#### Given information ####

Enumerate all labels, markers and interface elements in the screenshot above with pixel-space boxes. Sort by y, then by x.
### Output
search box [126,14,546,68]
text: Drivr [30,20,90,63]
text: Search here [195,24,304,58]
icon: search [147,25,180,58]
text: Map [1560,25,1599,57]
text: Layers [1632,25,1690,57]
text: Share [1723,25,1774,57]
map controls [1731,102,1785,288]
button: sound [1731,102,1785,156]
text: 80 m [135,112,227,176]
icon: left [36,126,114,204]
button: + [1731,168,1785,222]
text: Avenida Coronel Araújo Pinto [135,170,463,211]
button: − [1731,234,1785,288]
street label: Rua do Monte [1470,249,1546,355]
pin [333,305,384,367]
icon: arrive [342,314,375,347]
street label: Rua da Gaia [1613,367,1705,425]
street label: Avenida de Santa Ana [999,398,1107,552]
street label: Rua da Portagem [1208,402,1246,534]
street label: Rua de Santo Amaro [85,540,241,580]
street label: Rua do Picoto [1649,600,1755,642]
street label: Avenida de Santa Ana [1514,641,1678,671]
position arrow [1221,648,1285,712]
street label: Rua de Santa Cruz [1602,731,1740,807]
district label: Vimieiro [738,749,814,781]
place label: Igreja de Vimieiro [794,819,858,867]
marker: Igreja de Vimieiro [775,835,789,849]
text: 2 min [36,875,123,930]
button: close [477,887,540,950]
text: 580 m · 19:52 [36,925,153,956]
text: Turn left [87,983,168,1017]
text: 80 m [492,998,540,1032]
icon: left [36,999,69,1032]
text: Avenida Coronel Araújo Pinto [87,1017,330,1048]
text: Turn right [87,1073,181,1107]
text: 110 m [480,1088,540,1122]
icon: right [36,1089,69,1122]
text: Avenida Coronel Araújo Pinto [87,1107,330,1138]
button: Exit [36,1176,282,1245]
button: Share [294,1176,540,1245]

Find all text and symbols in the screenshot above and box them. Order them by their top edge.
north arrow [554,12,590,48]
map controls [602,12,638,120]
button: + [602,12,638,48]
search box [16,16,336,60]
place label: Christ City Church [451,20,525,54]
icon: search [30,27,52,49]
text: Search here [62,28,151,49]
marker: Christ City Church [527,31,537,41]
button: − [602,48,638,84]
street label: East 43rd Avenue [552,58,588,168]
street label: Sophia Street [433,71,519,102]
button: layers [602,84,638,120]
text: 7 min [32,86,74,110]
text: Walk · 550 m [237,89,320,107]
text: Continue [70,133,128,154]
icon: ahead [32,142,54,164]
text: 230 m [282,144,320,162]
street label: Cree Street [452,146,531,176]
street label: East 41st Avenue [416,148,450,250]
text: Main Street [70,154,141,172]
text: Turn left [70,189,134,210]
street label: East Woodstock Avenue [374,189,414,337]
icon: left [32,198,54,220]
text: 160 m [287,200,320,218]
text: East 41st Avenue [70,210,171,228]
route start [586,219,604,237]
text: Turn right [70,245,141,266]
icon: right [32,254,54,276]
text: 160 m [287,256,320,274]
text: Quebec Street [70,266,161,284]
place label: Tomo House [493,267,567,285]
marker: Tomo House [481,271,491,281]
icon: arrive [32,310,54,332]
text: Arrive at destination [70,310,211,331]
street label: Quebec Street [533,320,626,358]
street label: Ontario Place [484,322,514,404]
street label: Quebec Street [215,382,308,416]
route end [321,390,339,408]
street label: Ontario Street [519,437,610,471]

####

- **What you have to do**: What is needed is each line of the entries that contains the word "Church".

- **Solution**:
place label: Christ City Church [451,20,525,54]
marker: Christ City Church [527,31,537,41]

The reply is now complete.